Lockheed Martin and ATK are teaming up to build and sell a booster rocket known as the Athena, a decade after the brand was put into mothballs.
The joint venture said on Thursday that it would make next-generation versions of the Athena launch vehicle available for launch starting in 2012.
Earlier versions of the Athena flew seven times between 1995 and 2001 with five successful missions, including a launch that put NASA's Lunar Prospector spacecraft into orbit around the moon. That liftoff marked the only time that a commercial vehicle was used for a lunar mission.
Athena program manager Al Simpson said Lockheed Martin had put production of the rocket on hold because of a declining market for small satellite launches. Now, new demand for small satellites coming from the Department of Defense and NASA is making the Athena economically viable, with an estimated launch rate of one to two missions per year, Simpson said.
The company plans to offer two versions of the solid-fueled rocket. The two-stage Athena 1c could carry about 1,540 pounds (700 kilograms) to an orbit 100 nautical miles above Earth, and the three-stage Athena 2c will be able to lift more than 3,770 pounds (1,712 kilograms) to the same orbit.
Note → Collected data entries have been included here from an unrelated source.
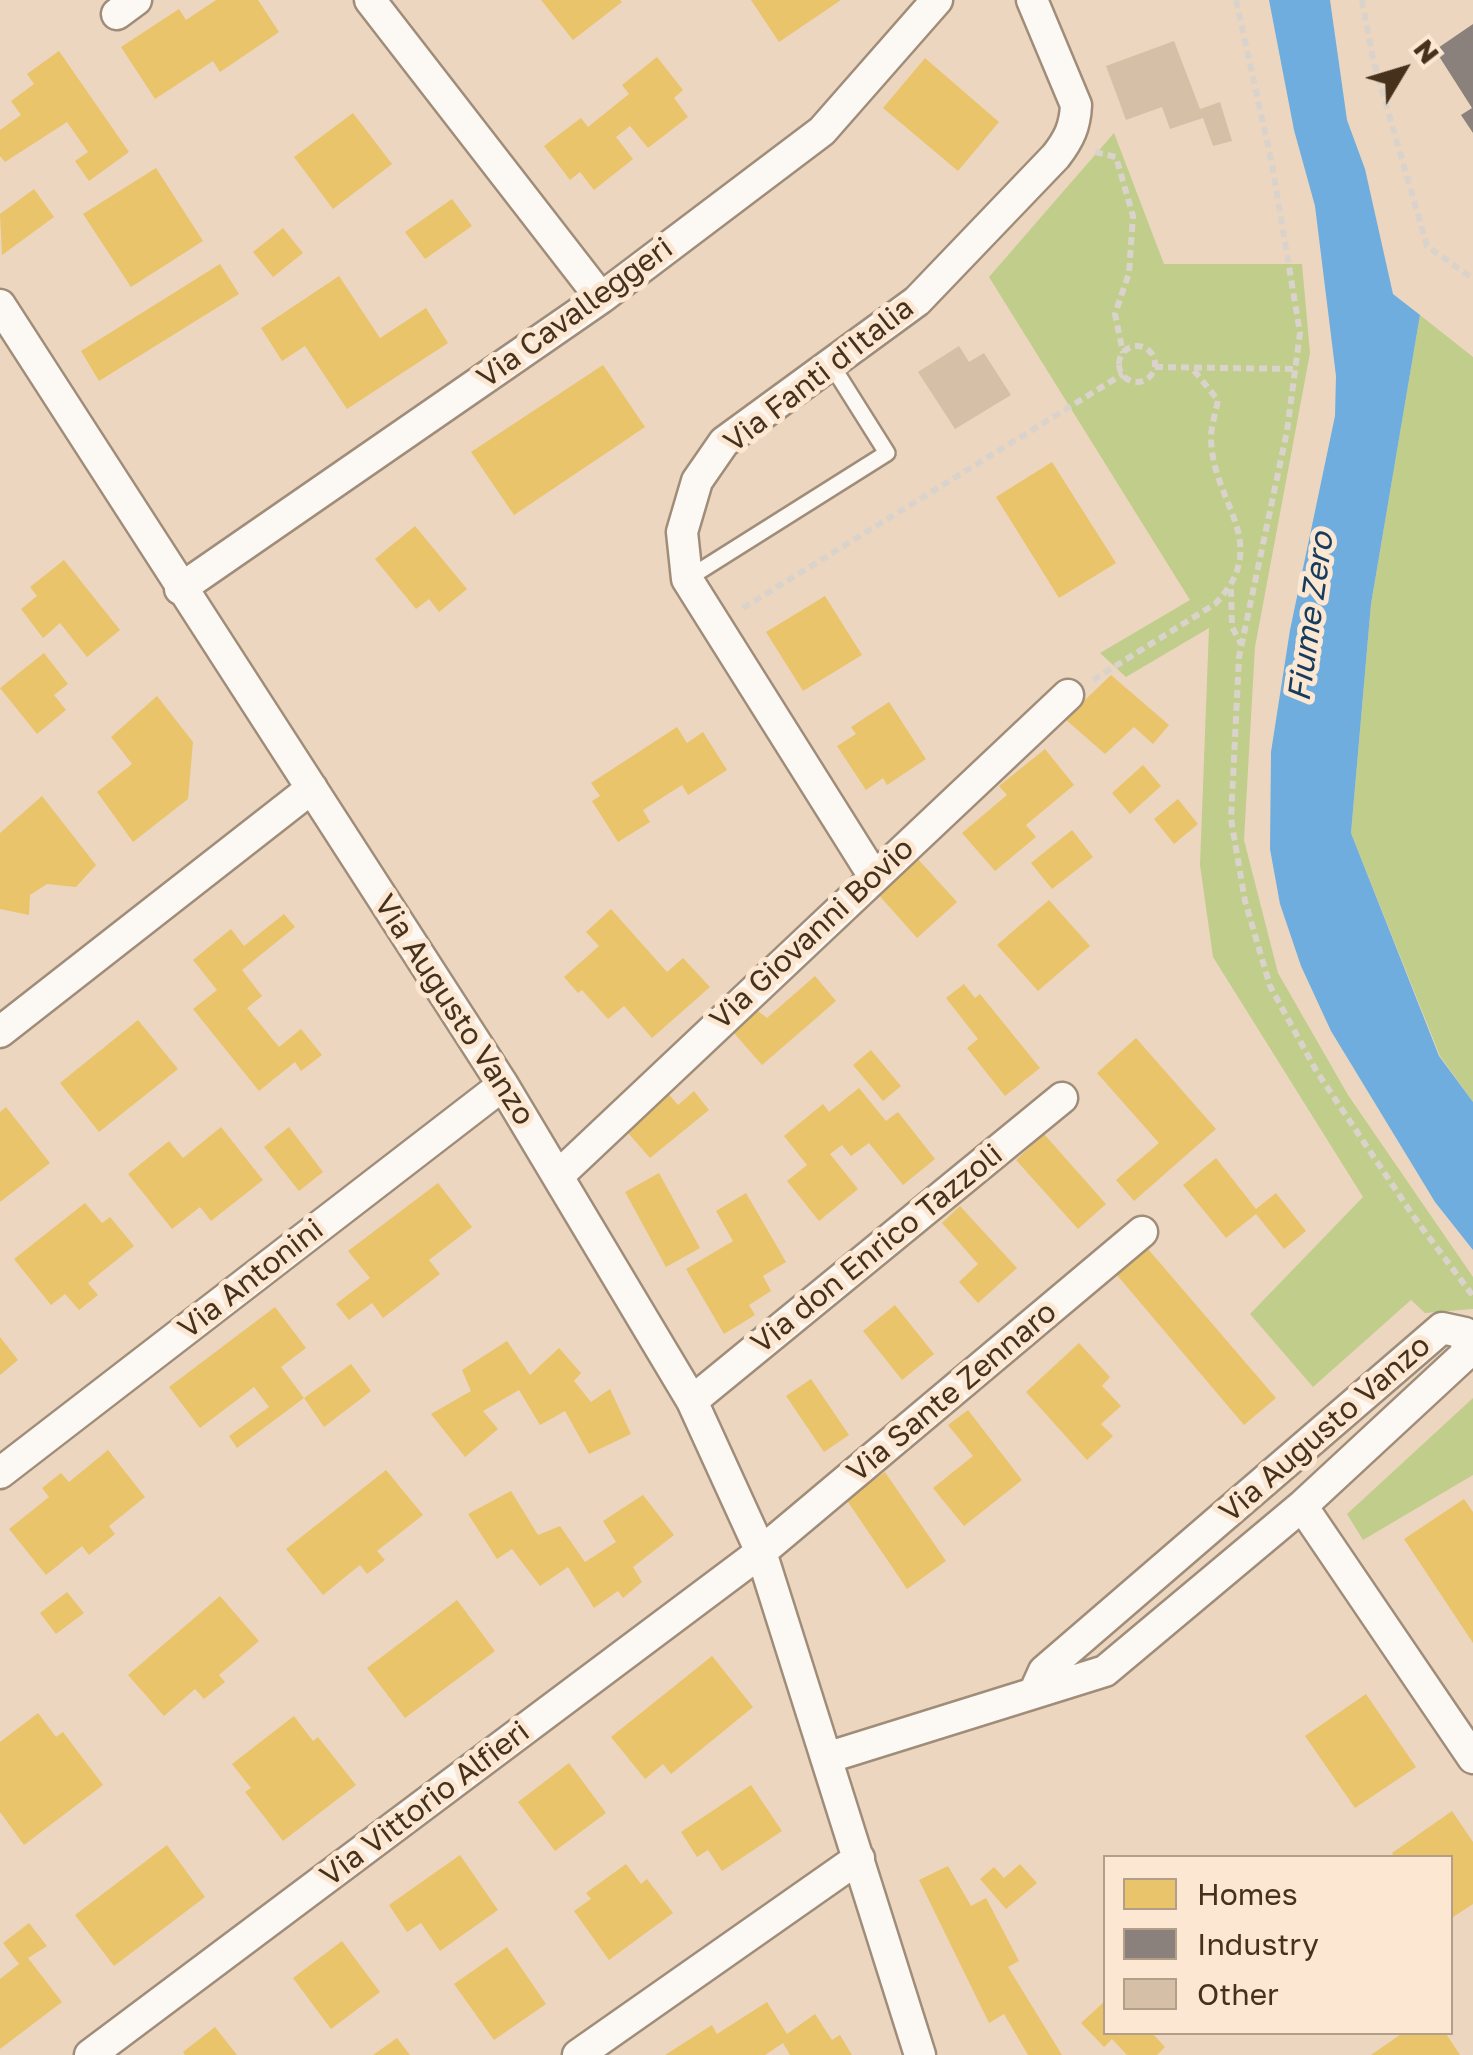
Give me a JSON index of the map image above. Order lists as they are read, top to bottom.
{
  "streets": {
    "street": [
      "Via Cavalleggeri",
      "Via Fanti d'Italia",
      "Via Giovanni Bovio",
      "Via Augusto Vanzo",
      "Via don Enrico Tazzoli",
      "Via Antonini",
      "Via Sante Zennaro",
      "Via Vittorio Alfieri"
    ]
  },
  "crossings": [
    ["Via Cavalleggeri", "Via Augusto Vanzo"],
    ["Via Fanti d'Italia", "Via Giovanni Bovio"],
    ["Via Giovanni Bovio", "Via Augusto Vanzo"],
    ["Via Augusto Vanzo", "Via don Enrico Tazzoli"],
    ["Via Augusto Vanzo", "Via Antonini"],
    ["Via Augusto Vanzo", "Via Sante Zennaro"],
    ["Via Augusto Vanzo", "Via Vittorio Alfieri"],
    ["Via Sante Zennaro", "Via Vittorio Alfieri"]
  ],
  "water": ["Fiume Zero"],
  "legend": ["Homes", "Industry", "Other"],
  "north": "top right"
}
Lockheed Martin said the rocket could also launch payloads to the moon.
ATK developed a new upper-stage solid rocket motor known as the Castor 30 that will be used on the Athena.
The Athena will compete with California-based SpaceX's Falcon 1E and several rockets sold by Orbital Sciences Corp., among others.
Athena is expected to fly from a launch complex at Cape Canaveral Air Force Station in Florida that recently was acquired by Space Florida, a state-backed economic development group. Other potential launch sites for Athena include Vandenberg Air Force Base in California, Wallops Island in Virginia and Alaska's Kodiak Island.
This report includes information from Reuters and msnbc.com.